A second problem noted by Reynolds, Lowe, et al. (1999) is that Chinese Americans, Japanese Americans, and Jewish Americans have little representation in the norming samples of most ability tests. According to Harrington's model, they should score low on these tests. However, they score at least as high as Whites on tests of intelligence and of some other aptitudes (Gross, 1967; Marjoribanks, 1972; Tyler, 1965; Willerman, 1979).

Finally, Harrington's (1975, 1976) approach can account for group differences in overall test scores but not for patterns of abilities reflected in varying subtest scores. For example, one ethnic group often scores higher than another on some subtests but lower on others. Harrington's model can explain only inequality that is uniform from subtest to subtest. The arguments of Reynolds, Lowe, et al. (1999) carry considerable weight, because (a) they are grounded directly in empirical results, rather than rational arguments such as those made by Harrington, and (b) those results have been found with humans; results found with nonhumans cannot be generalized to humans without additional evidence.

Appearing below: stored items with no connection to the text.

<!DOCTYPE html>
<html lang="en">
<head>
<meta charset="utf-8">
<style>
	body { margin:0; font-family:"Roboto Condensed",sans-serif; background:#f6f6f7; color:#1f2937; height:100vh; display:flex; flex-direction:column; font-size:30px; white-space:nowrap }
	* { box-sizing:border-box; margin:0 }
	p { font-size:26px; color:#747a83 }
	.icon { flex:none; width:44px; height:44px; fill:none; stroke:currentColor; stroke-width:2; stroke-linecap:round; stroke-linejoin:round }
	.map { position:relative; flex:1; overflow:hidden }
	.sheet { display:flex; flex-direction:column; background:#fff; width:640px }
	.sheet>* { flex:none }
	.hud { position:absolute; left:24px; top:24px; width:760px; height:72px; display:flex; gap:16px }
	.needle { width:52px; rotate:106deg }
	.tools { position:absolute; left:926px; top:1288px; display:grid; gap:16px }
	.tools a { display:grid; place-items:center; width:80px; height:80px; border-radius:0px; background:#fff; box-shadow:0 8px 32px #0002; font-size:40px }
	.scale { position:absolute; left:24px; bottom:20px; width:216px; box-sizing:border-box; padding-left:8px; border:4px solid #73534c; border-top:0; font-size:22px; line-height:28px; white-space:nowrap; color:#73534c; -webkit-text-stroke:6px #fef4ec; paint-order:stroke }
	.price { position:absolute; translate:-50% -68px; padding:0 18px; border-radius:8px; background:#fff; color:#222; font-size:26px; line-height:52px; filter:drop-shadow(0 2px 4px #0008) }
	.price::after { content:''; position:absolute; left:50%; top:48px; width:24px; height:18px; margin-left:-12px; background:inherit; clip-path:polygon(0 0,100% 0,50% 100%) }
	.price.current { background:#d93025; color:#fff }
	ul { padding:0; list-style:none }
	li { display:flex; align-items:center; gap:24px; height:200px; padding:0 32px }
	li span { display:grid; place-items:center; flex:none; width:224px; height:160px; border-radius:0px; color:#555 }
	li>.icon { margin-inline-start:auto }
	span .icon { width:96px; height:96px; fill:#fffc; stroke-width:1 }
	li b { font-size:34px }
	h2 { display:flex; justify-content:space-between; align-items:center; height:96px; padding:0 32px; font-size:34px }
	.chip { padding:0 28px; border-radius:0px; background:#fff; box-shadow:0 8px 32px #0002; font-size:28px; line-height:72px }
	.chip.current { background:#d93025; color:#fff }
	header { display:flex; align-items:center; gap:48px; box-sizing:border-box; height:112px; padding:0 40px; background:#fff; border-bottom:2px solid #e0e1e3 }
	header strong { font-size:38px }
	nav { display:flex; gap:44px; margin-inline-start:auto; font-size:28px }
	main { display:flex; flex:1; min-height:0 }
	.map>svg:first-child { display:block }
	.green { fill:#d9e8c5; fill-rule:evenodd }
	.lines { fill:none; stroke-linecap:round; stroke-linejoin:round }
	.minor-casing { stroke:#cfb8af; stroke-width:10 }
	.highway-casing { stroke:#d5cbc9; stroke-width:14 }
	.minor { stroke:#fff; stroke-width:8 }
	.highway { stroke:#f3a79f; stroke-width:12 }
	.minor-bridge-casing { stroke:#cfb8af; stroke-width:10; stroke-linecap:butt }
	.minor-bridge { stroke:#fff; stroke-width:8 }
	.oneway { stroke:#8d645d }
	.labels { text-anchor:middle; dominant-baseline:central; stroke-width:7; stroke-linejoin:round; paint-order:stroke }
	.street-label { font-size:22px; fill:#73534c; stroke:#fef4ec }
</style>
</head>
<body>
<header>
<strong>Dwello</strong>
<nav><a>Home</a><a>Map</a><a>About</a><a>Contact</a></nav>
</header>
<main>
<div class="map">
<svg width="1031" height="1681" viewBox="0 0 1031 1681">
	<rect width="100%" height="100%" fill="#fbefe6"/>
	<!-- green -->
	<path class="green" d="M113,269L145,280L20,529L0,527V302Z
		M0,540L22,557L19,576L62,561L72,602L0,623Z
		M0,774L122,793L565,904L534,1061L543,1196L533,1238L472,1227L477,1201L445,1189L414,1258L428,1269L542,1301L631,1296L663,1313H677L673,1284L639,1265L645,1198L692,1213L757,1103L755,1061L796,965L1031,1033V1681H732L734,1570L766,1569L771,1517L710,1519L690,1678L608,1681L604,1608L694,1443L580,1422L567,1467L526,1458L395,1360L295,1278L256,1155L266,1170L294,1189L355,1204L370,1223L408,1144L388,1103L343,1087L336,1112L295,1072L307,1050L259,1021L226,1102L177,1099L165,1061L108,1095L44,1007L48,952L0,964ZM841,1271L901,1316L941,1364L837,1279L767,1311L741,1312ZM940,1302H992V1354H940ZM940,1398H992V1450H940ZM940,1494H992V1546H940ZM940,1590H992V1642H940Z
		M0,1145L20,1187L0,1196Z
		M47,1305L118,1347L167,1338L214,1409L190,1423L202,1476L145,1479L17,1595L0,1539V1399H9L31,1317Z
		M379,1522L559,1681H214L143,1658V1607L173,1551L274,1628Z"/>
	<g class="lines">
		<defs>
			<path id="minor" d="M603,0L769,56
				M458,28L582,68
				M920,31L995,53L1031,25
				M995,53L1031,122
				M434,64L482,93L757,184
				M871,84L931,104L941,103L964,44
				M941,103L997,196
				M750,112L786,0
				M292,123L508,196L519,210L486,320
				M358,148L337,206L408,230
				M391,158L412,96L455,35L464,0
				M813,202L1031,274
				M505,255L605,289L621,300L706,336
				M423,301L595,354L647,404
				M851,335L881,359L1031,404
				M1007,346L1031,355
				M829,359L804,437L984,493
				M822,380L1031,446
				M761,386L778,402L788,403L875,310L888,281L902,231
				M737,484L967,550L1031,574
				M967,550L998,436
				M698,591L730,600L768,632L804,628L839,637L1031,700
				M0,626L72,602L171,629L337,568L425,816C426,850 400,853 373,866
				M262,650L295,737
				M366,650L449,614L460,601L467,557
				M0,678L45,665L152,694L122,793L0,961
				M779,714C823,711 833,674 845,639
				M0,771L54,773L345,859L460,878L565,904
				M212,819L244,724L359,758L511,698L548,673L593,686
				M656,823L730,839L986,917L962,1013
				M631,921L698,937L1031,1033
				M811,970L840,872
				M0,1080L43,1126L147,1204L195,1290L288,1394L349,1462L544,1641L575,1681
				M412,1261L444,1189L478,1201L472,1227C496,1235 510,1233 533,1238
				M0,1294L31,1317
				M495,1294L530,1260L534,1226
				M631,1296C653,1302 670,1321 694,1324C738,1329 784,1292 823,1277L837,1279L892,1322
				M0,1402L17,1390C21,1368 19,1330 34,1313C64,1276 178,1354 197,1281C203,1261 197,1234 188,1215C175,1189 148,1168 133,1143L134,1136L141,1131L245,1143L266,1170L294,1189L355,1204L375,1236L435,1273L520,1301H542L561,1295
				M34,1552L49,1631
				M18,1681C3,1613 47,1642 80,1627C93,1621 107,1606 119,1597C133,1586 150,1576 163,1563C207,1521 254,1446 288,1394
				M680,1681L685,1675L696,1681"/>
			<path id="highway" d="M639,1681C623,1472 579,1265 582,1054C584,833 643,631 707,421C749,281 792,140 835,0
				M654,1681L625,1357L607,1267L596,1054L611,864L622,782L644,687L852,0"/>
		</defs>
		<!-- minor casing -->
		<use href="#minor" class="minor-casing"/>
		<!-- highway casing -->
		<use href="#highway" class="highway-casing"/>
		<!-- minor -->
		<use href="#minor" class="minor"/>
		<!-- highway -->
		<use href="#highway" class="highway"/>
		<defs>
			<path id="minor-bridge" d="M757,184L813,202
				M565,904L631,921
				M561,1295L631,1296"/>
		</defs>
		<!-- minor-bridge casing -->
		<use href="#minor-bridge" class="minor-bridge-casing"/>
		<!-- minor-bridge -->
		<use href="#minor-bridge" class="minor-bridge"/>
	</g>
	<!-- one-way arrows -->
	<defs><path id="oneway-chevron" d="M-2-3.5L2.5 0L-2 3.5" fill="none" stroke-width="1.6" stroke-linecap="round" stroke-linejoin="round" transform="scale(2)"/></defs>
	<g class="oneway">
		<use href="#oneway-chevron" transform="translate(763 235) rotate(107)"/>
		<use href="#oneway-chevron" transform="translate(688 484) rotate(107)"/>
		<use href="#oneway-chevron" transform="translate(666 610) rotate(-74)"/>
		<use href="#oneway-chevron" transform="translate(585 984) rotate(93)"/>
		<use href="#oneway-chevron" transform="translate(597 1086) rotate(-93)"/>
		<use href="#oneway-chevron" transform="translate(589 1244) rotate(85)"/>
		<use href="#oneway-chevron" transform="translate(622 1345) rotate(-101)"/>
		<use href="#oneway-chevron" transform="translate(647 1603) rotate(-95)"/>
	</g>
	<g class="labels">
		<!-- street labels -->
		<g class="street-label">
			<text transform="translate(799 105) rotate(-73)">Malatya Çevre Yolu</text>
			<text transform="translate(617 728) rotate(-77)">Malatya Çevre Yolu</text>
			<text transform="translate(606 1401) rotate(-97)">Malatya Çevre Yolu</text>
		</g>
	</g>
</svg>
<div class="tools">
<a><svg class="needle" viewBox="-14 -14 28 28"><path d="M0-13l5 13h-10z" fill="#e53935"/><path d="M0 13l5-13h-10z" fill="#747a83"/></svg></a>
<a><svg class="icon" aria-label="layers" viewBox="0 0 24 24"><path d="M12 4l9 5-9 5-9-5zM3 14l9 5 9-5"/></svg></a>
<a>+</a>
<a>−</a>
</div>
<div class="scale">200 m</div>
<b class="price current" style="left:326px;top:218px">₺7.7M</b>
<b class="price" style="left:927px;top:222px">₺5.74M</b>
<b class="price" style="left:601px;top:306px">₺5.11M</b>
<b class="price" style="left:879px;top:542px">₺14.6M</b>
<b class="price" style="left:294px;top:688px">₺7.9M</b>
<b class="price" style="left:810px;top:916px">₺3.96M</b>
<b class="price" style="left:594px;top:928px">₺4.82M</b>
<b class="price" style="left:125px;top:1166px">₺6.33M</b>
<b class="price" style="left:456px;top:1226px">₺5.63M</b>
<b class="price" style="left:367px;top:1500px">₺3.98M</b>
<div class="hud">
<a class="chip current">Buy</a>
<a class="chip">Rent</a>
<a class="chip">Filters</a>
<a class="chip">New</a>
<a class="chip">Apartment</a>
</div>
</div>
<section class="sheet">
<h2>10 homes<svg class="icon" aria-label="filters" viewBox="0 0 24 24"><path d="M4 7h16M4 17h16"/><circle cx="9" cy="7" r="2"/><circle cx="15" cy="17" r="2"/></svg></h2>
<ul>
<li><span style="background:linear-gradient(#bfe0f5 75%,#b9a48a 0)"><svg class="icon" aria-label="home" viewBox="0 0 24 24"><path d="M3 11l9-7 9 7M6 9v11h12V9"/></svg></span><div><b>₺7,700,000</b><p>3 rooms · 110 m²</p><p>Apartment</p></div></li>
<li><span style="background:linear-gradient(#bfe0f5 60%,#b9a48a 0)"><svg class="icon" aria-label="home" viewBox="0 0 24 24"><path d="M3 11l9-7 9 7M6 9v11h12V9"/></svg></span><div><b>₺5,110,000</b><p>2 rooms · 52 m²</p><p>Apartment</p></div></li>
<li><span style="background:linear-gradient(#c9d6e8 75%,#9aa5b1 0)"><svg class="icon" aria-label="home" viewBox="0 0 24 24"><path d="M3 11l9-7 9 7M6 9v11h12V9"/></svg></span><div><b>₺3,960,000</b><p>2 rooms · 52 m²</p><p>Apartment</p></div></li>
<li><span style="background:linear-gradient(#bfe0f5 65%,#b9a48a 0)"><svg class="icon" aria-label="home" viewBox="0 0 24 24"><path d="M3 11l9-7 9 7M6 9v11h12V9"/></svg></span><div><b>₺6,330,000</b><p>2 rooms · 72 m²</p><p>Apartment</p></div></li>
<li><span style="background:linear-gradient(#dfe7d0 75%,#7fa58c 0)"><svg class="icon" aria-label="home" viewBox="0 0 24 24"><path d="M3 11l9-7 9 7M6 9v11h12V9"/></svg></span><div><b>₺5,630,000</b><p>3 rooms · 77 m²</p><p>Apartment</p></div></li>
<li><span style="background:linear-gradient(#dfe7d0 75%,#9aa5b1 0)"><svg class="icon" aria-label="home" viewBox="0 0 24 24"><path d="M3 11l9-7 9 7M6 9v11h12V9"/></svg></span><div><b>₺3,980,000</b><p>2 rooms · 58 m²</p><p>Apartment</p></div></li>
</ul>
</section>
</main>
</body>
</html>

Harrington's (1975, 1976) conclusions were overgeneral-izations. Rats are simply so different from people that rat and human intelligence cannot be assumed to behave the same. Finally, Harrington used genetic populations in his studies.

However, the roles of genetic, environmental, and interactive effects in determining the scores of human ethnic groups are still topics of debate, and an interaction is the preferred explanation. Harrington begged the nature-nurture question, implicitly presupposing heavy genetic effects.

The focus of Harrington's (1975, 1976) work was reduced scores for minority examinees, an important avenue of investigation. Artifactually low scores on an intelligence test could lead to acts of race discrimination, such as misassignment to educational programs or spurious denial of employment. This issue is the one over which most court cases involving test bias have been contested (Reynolds, Lowe, et al., 1999).